You Need Vulnerability Findings as Tickets  

Traditional pentesting involves requesting a one-off pentest from an ethical hacker or team, waiting for the assessment to finish, and then receiving a pentest report. For many organizations, that means receiving a PDF file that can be 60+ pages long, detailing the technical aspects of what was found, how to fix it, and what methodology was used. With only one deliverable for what can be several weeks of work, the pentester puts as much data and detail as possible into the deliverable, meaning you get a single document with an overload of data.  

That pentest report then goes into different parts of the organization, where it’s used to (hopefully) remediate those findings, to show findings to senior management, and to show compliance to auditors.  

Cyver’s process involves delivering findings as tickets to allow developers and IT professionals to immediately fix issues – without first waiting on someone to break down the pentest report into actionable items. The people who need information get that information and nothing else, so they can quickly take action and remediate vulnerabilities. That’s critical to integrating cybersecurity into your development processes.  

However, we still deliver pentest reports, and here’s why.  

Reporting Across Departments 

The pentest report can be invaluable in sharing cybersecurity data. For example, finance typically needs an awareness of how much cybersecurity is a problem in order to make relevant decisions on budgeting for future development or security cycles.  

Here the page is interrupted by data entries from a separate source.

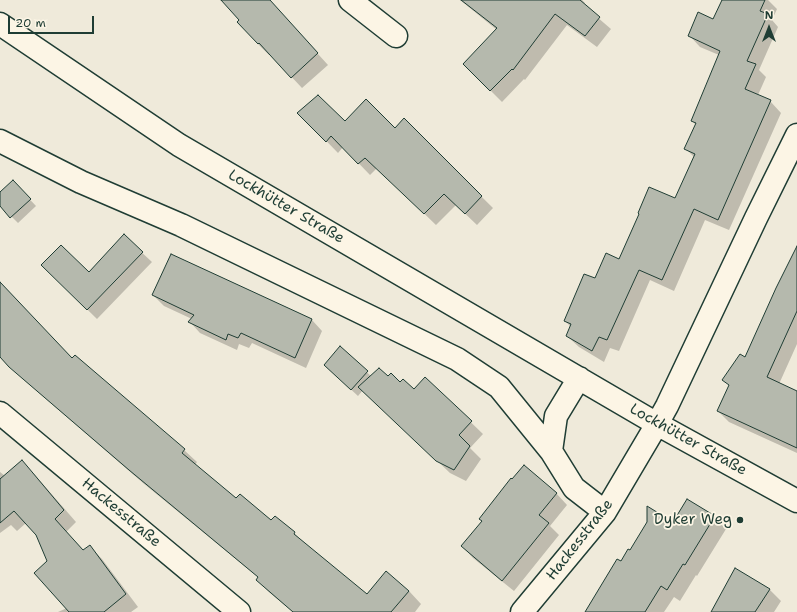 <!DOCTYPE html>
<html>
<head>
<meta charset="utf-8">
<style>
	body { margin:0 }
	#map { position:relative; width:797px; height:612px; overflow:hidden; background:#efeada; font-family:"Shantell Sans",sans-serif }
	canvas { display:block }
	.north { position:absolute; left:749px; top:8px; width:40px; height:40px; -webkit-text-stroke:3px #fcf5e5; paint-order:stroke; rotate:0deg; font-size:11px; font-weight:700; line-height:16px; text-align:center; color:#1f3d34 }
	.north::after { content:''; display:block; margin:auto; width:14px; height:18px; background:#1f3d34; clip-path:polygon(50% 0,100% 100%,50% 72%,0 100%) }
	.scale { position:absolute; left:8px; top:16px; width:86px; height:18px; box-sizing:border-box; border:2px solid #1f3d34; border-top:0; padding-left:5px; font-size:12px; line-height:14px; white-space:nowrap; color:#1f3d34; -webkit-text-stroke:3px #fcf5e5; paint-order:stroke }
</style>
</head>
<body>
<div id="map">
<canvas width="797" height="612"></canvas>
<div class="north">N</div>
<div class="scale">20 m</div>
</div>
<script>
const g = document.querySelector('canvas').getContext('2d');
g.lineJoin = 'round';
function fill(path, color) {
  g.fillStyle = color;
  g.fill(path, 'evenodd');
}
function poly(rows) {
  const path = new Path2D();
  for (const r of rows) {
    path.moveTo(r[0], r[1]);
    for (let i = 2; i < r.length; i += 2) path.lineTo(r[i], r[i + 1]);
  }
  return path;
}
function stroke(path, color, width, dash) {
  g.strokeStyle = color;
  g.lineWidth = width;
  g.lineCap = dash ? 'butt' : 'round';
  g.setLineDash(dash || []);
  g.stroke(path);
}
function write(font, color, halo, rows, align = 'center') {
  g.font = font + ' "Shantell Sans",sans-serif';
  g.lineWidth = 3.5;
  g.setLineDash([]);
  g.textBaseline = 'middle';
  g.strokeStyle = halo;
  g.fillStyle = color;
  for (const [text, x, y, turn = 0] of rows) {
    g.save();
    g.translate(x, y);
    g.rotate((+turn || 0) * Math.PI / 180);
    g.textAlign = isNaN(turn) ? turn : align;
    if (halo) g.strokeText(text, 0, 0);
    g.fillText(text, 0, 0);
    g.restore();
  }
}
const shadow = poly([
	[222,0,269,0,328,65,302,88,270,54,269,55,258,44,240,20],
	[460,0,582,0,585,3,583,5,611,29,597,47,567,25,525,80,524,79,502,102,464,64,497,30],
	[723,0,768,0,777,9,772,20,778,27,759,70,766,77,758,95,770,101,781,113,729,230,705,220,674,291,650,280,619,351,610,348,604,362,579,347,567,336,571,327,565,321,595,279,620,260,675,200,694,157,686,149,696,125,692,121,719,55,700,47,689,35,714,20],
	[299,113,345,122,395,129,404,120,493,208,477,225,456,205,436,225,377,168,370,175,343,147,338,153],
	[19,188,36,206,18,223,0,205,0,194],
	[124,236,152,262,97,319,42,265,89,273],
	[797,247,797,344,779,384,797,392,797,453,729,422,718,411,730,386,723,380,746,359],
	[171,256,312,320,322,331,306,368,252,343,249,348,239,344,237,350,200,333,190,322,192,319,164,306,153,295],
	[0,283,72,359,184,450,197,462,195,465,237,500,271,521,294,533,306,545,367,595,409,591,421,604,415,612,293,612,270,593,257,580,259,578,143,483,23,379,0,356],
	[340,348,371,376,388,378,414,390,425,378,483,434,470,448,481,459,466,481,450,473,363,390,358,396,331,371],
	[22,462,34,474,76,522,66,532,84,551,90,547,102,559,138,607,131,612,58,612,67,608,37,535,26,523,17,531,11,525,0,533,0,472,5,476],
	[556,493,567,505,550,526,559,535,514,591,473,558,462,546,483,522,480,519],
	[687,501,714,517,726,529,697,576,696,575,680,601,674,597,664,612,586,612,631,551,673,523],
	[769,589,781,601,774,612,712,612]
]);
const building = poly([
	[221,0,270,0,318,53,291,78,259,43,258,44,237,22,239,20,221,0],
	[461,0,580,0,600,17,585,36,555,14,513,70,512,69,490,91,463,64,497,28,461,0],
	[722,0,765,0,760,11,768,14,747,61,756,64,745,89,771,100,718,220,694,209,662,280,639,270,607,340,599,337,592,351,566,336,571,324,564,321,584,274,595,278,606,253,619,259,639,214,638,213,649,187,675,198,695,154,684,149,696,123,691,121,720,51,688,36,698,12,713,19,722,0],
	[318,95,345,121,366,99,395,128,404,118,482,196,465,214,444,194,424,214,365,158,358,164,331,136,326,142,297,113,318,95],
	[13,180,31,199,10,218,0,206,0,192,13,180],
	[124,234,143,252,87,310,41,265,61,245,89,272,124,234],
	[797,246,797,311,767,377,797,391,797,448,717,411,729,385,722,380,740,354,745,357,776,288,797,246],
	[171,254,312,319,295,358,241,333,238,338,228,334,226,340,188,322,194,315,152,295,171,254],
	[0,282,72,358,75,355,185,449,182,453,236,498,240,494,271,520,275,516,295,532,294,534,367,594,386,571,409,591,391,612,293,612,256,580,258,577,129,470,9,367,0,357,0,282],
	[340,346,368,371,351,390,324,365,340,346],
	[379,368,388,376,391,373,400,382,403,379,414,389,425,377,472,421,459,435,470,446,454,470,436,461,358,387,379,368],
	[22,460,64,510,55,519,83,550,90,545,126,594,104,612,69,612,34,573,47,561,36,535,14,511,0,523,0,479,22,460],
	[524,465,557,493,539,515,549,523,502,581,461,546,482,521,479,519,511,478,512,479,524,465],
	[687,499,715,516,685,565,683,564,667,590,661,586,645,612,585,612,617,559,621,561,628,549,630,550,647,522,647,506,673,522,687,499],
	[735,568,770,589,755,612,711,612,735,568]
]);
const minor = poly([
	[350,0,396,36],
	[0,24,179,145,657,424,797,501],
	[0,141,81,182,181,225,457,359,499,387,551,451,574,488,605,512],
	[0,413,239,612],
	[551,451,556,416,579,378],
	[522,612,605,512,657,424,667,406,756,218,797,135]
]);
const markers = [
	[740,520,4,"#1f3d34"]
];
const streetNames = [
	["Lockhütter Straße",286,207,30],
	["Lockhütter Straße",688,440,29],
	["Hackesstraße",121,513,40],
	["Hackesstraße",580,540,-52]
];
const poiNames = [
	["Dyker Weg",732,520]
];
fill(shadow, '#0003');
fill(building, '#b5b9ad');
stroke(building, '#1f3d34', 1);
stroke(minor, '#1f3d34', 25);
stroke(minor, '#fcf5e5', 22);
for (const [x, y, r, color] of markers) {
  const dot = new Path2D();
  dot.arc(x, y, r, 0, 2 * Math.PI);
  g.fillStyle = color;
  g.fill(dot);
  stroke(dot, '#fcf5e5', 1.5);
}
write('15px', '#1f3d34', '#fcf5e5', streetNames);
write('15px', '#1f3d34', '#fcf5e5', poiNames, 'right');
</script>
</body>
</html>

However, pentest reports are often too technical to be of use to non-technical people and aren’t geared towards showcasing the cost of pentesting and follow-up remediation. Cyver’s ticketing system allows you to track number of tickets and therefore percentage of sprint taken up by cybersecurity issues – which can be a much better indicator of total costs for budgeting purposes.  

For Senior Management  

Every pentest report includes a section intended for senior management because reports are often used to build awareness of cybersecurity issues in senior management. That can be essential to getting buy-in for cybersecurity projects, budget, and dedicating team activities towards remediation or secure-by-design training or practices.

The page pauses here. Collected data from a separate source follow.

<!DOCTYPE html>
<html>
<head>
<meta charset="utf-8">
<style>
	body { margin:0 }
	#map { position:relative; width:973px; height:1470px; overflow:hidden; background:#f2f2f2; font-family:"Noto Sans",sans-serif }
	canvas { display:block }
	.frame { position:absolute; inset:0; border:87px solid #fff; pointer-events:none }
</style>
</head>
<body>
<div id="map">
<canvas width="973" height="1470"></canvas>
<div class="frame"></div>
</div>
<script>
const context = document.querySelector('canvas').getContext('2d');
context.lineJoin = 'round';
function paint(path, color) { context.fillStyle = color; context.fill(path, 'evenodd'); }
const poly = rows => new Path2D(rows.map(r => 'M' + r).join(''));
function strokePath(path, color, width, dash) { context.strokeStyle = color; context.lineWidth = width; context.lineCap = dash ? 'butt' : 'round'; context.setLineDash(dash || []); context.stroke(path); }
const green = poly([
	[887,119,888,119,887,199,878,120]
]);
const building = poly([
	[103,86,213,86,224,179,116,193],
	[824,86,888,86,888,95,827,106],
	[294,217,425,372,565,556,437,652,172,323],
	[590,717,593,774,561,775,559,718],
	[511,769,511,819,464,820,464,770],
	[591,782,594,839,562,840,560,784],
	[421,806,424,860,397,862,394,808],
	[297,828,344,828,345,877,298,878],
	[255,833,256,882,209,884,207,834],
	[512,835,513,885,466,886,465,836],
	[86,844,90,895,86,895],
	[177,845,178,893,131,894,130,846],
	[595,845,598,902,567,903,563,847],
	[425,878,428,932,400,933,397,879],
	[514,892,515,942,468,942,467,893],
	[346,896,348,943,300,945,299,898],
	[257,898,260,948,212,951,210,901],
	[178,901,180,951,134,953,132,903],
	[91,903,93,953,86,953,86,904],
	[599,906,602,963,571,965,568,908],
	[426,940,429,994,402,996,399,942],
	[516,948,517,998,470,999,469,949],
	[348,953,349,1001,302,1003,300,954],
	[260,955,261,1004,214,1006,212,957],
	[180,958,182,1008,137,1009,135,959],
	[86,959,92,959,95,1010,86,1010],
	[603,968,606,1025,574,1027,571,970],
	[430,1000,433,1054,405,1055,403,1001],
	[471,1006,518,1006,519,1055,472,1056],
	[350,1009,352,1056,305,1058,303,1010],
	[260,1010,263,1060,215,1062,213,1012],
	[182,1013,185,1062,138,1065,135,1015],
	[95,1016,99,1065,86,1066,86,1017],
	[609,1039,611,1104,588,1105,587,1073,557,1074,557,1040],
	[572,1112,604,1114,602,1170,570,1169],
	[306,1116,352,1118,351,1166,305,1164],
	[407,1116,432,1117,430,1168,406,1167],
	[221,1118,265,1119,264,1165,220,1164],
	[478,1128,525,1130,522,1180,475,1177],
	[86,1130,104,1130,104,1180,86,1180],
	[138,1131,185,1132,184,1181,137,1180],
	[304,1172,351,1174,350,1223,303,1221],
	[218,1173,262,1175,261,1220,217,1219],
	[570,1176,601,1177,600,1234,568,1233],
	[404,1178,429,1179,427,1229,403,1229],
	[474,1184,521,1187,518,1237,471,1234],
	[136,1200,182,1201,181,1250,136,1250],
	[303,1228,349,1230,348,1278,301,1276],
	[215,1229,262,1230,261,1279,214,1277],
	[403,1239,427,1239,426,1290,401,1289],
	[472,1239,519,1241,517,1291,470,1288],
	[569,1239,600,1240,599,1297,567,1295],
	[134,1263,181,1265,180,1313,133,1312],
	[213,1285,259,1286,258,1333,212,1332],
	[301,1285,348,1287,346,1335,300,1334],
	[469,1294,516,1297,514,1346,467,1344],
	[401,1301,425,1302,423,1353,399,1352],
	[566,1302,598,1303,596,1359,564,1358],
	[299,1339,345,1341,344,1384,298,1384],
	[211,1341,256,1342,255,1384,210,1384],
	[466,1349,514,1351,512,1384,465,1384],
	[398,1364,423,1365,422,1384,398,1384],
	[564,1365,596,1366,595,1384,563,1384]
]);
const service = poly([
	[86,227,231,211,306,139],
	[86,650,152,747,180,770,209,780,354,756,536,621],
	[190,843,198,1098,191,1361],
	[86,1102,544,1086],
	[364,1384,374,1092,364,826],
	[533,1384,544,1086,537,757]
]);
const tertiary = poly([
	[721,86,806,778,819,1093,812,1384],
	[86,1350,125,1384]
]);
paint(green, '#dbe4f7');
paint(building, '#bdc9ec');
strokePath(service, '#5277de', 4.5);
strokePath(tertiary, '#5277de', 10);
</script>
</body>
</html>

At the same time, that same purpose can be achieved with dashboards showing insights and metrics. For example, Cyver delivers insights into vulnerability findings with simple metrics showcasing the severity of risks, reoccurrence, time-to-fix, and number of vulnerabilities per asset. That can be more informative than a technical report, while allowing technical people to drill further into data to see what’s actually going on.  

Compliance and Audits  

Chances are, you’ll always need pentest reports for compliance and audits. Some compliance regulations actually require that you submit a report as part of the audit. However, it’s also increasingly common that you can showcase your vulnerability findings in a dashboard to satisfy the auditor. In addition, Cyver’s approach means that you can see findings, react to and remediate them, request a retest, and then request your report – meaning you can prove to your auditor that the finding has actually been remediated.  

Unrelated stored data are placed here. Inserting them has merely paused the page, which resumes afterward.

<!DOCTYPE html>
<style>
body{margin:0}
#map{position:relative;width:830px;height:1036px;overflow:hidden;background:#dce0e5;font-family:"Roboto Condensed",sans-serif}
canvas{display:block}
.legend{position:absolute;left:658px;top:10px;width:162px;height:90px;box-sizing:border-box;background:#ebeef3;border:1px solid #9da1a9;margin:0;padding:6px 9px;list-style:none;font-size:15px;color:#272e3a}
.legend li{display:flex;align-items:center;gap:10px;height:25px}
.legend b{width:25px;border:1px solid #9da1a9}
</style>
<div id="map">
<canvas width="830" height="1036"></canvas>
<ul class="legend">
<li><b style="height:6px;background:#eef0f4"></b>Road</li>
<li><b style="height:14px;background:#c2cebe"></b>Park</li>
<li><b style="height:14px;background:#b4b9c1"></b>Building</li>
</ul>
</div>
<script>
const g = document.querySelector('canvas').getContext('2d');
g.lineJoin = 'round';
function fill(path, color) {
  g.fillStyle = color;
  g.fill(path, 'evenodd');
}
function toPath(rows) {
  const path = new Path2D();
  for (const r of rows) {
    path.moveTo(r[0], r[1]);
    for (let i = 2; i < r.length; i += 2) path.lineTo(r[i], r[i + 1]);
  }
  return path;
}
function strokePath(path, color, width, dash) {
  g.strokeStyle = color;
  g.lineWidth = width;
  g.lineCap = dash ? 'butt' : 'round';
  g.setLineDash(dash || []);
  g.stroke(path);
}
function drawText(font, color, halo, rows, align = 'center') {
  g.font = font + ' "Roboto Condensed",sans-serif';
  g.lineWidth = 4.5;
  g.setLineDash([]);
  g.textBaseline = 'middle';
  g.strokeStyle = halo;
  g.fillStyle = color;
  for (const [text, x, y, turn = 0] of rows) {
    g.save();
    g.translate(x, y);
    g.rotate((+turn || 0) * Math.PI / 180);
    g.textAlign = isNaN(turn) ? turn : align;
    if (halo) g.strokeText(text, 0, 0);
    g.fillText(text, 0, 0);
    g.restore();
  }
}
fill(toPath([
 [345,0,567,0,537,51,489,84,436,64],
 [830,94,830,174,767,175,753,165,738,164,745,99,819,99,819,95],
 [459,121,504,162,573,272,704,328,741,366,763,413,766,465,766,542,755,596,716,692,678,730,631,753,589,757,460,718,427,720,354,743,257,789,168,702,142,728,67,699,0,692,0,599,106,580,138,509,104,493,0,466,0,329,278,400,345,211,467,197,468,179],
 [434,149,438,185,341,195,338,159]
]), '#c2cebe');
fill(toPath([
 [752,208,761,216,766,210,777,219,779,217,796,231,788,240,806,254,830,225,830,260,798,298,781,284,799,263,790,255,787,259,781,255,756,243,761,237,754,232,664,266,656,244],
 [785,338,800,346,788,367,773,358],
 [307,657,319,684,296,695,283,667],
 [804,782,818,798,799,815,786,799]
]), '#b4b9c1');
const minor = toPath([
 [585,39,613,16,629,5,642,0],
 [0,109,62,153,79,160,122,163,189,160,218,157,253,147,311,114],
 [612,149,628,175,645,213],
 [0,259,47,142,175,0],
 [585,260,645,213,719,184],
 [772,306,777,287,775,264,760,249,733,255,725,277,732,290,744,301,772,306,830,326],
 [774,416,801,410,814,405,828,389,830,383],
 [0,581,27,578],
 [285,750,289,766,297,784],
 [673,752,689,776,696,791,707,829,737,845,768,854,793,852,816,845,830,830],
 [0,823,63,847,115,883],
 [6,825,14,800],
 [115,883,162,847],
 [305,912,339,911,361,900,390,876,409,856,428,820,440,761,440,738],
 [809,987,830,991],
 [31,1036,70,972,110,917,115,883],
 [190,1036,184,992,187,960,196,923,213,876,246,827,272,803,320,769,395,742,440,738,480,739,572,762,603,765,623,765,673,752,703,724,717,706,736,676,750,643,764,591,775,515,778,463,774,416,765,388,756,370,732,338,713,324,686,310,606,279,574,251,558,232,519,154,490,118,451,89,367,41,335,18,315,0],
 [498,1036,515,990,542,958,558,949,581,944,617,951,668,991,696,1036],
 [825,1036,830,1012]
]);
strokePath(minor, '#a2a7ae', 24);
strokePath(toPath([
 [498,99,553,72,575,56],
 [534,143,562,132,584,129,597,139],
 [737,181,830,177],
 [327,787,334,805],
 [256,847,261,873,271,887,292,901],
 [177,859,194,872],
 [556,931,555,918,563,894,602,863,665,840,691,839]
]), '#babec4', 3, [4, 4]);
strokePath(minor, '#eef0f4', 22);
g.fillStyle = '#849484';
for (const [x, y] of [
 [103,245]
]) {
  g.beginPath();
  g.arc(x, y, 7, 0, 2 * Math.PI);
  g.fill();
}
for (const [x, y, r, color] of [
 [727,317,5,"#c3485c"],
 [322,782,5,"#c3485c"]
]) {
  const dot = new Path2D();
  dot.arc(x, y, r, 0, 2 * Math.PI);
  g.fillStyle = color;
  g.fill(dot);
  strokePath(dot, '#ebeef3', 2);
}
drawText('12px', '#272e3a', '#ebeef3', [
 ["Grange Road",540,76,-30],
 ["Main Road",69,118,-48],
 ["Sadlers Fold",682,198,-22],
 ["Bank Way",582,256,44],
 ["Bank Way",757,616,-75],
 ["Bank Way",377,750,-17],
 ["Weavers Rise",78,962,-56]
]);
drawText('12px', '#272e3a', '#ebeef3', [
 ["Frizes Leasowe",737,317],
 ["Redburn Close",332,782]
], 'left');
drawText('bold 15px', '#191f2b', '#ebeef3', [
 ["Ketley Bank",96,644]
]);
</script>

Switching to Pentest-as-a-Service with Findings as Tickets 

At Cyver, we use a different approach. We understand that in the traditional pentest delivery model, the pentest report only creates extra work for the developers and IT teams actually fixing the issues. Rather than delivering a full pentest report each time we find a vulnerability, we create a ticket for that finding, and deliver that – complete with all of the data the team needs to remediate that. 

Old Process:  

  • Pentest  
  • Pentest Firm delivers a Pentest Report  
  • Pentest Report is distributed across the organization  
  • CTO, Compliance Officer, or Team Leads break the product report down into findings and individually add them as tickets to software  
  • The team receives information with 2+ steps of communication between them and the pentesters who found the issues 

New Process:  

  • Cyver pentests the application  
  • We load findings into our pentest management portal and your relevant team members receive an alert  
  • Those findings include proof, methodology, and replication data on the ticket  
  • Tickets can be exported directly to work management tooling like Jira  
  • Relevant people can ask questions of the pentester directly  
  • The finding can be marked as accepted or remediated and the team can request a retest of that finding (for free within 30 days of the original pentest) 
  • You can request a full pentest report for compliance or internal reporting purposes  
  • Generate a separate report for management, without technical details or share the full report with technical people. 

Essentially, our process shifts the focus of pentesting to a “security first” approach, moving away from pentesting for the sake of pentesting and towards pentesting so that relevant people know how to make their applications more secure.  

Pentest reports can still provide value. However, they are mostly only truly useful in situations where you need a report to showcase compliance, such as for an audit. Otherwise, a dashboard and findings as tickets can provide much more internal value.